STUDYING BEER DEALCOHOLIZATION BY REVERSE OSMOSIS Áron Varga^1,2,3, † Edit Márki¹, Eszter Bihari-Lucena^1,2,4, Márta Ladányi⁵, Beatrix

Szabó-Nótin⁶, András Koris¹

1Department of Food Engineering, Szent István University, H-1118 Budapest, Ménesi út 44., Hungary

2Department of Food Chain Management, Szent István University, H-1118 Budapest, Villányi út 29–43., Hungary

3Pécs Brewery, H-7624 Pécs, Alkotmány utca 94., Hungary

4Department of Brewing and Distilling, Szent István University, H-1118 Budapest, Ménesi út 45., Hungary

5Department of Biometrics and Agricultural Informatics, Szent István University, H-1118 Budapest, Villányi út 29-43., Hungary

6Department of Food Preservation, Szent István University, H-1118 Budapest, Villányi út 29-43., Hungary

e-mail: mr.aron.varga@gmail.com

Abstract

The production of low-alcohol beer (LAB) or alcohol-free beer (AFB) is important because of several reasons. In this research, pale lager beer samples were dealcoholized by reverse osmosis (RO) at a temperature of 15 ± 1 °C. Alfa Laval RO99 membrane with 0.05 m² active surface was used for dealcoholization processes. Flux values were measured during the separations.

Dynamic viscosity values and ethanol content of beer and permeate samples were measured.

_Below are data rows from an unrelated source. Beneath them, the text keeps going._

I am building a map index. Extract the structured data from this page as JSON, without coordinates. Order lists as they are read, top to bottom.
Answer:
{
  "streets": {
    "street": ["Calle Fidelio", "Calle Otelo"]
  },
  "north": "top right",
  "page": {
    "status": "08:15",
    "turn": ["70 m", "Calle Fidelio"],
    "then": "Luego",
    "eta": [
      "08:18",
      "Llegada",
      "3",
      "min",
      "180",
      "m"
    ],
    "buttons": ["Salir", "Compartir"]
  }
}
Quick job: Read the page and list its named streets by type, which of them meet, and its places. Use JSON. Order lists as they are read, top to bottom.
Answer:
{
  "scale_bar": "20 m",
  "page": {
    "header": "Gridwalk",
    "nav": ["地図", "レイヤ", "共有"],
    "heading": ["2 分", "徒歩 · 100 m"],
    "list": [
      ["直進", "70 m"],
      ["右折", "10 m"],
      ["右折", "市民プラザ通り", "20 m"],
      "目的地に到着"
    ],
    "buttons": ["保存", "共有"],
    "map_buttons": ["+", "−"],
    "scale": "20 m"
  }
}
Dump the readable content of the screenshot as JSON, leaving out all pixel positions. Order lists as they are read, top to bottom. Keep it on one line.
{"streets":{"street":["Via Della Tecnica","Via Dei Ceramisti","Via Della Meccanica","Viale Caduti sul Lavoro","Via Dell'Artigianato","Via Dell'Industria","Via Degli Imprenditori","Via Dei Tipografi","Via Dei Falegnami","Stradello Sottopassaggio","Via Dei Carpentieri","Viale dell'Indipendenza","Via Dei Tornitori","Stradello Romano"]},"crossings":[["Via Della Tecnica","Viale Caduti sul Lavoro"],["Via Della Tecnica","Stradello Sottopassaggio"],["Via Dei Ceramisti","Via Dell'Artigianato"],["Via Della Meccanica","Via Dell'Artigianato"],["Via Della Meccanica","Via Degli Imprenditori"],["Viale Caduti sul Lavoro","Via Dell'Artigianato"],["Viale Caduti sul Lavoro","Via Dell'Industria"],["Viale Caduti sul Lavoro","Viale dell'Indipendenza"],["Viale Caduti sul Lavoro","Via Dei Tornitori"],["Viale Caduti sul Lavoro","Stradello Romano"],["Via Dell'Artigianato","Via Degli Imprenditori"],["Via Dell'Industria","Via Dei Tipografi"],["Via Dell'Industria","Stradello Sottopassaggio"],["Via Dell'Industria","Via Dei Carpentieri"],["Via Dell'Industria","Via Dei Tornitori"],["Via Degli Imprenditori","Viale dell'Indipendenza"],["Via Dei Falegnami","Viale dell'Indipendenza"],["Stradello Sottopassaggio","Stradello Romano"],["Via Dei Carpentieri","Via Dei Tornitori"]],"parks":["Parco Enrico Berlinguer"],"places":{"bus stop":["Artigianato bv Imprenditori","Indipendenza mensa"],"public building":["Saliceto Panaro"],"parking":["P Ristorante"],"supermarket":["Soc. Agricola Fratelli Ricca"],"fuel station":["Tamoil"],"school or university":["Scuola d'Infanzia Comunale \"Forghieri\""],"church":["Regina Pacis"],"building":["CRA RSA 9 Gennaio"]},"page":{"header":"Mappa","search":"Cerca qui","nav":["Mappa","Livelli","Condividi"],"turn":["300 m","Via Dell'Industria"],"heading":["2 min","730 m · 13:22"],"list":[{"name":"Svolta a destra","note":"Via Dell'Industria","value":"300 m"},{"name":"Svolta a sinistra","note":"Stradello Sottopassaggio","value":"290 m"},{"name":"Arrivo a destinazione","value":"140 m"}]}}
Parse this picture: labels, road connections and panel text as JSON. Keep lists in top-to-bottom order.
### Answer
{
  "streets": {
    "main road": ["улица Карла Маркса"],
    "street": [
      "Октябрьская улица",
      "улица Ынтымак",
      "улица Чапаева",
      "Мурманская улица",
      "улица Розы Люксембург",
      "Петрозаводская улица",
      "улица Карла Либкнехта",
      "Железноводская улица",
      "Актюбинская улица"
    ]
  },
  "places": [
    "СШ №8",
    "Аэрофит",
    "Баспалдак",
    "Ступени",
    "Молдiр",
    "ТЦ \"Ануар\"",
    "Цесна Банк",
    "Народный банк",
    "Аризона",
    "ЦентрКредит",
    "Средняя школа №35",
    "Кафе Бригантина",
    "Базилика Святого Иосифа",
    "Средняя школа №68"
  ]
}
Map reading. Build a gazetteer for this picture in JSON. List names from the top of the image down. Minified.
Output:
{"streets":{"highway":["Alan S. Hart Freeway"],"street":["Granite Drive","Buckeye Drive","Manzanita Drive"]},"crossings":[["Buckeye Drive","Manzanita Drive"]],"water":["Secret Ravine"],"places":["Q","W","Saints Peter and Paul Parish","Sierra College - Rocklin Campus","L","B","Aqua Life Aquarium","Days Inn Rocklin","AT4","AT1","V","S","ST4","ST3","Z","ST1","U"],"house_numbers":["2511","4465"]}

Initial flux values were determined by linear regression. Initial ethanol flux (JEtOH 0) values were calculated from initial flux values and ethanol content values. 2^P type full factorial experimental design was applied, the two factors were the following: Transmembrane Pressure (TMP): 10, 20, 30 bar and Retentate Flow Rate (Q): 120, 180, 240 L hr^-1. JEtOH 0 was considered as a response of the full factorial experimental design. The effect sizes of the significant parameters were calculated. The global maximum of the objective function was found with self-developed Grid Search code. The best fitted linear function was as follows:

JEtOH 0 = 80.871 + 41.094 × xTMP

The effect size of the significant parameter was the following: TMP: 1.20. The optimal value of the factor amounted to TMP = 30 bar. The predicted JEtOH 0 under the above condition was 121.965 g m^-2 hr^-1. The detailed method in this study can be implemented by breweries.

Introduction

The scope of this research is to study beer dealcoholization (BDA) by reverse osmosis (RO).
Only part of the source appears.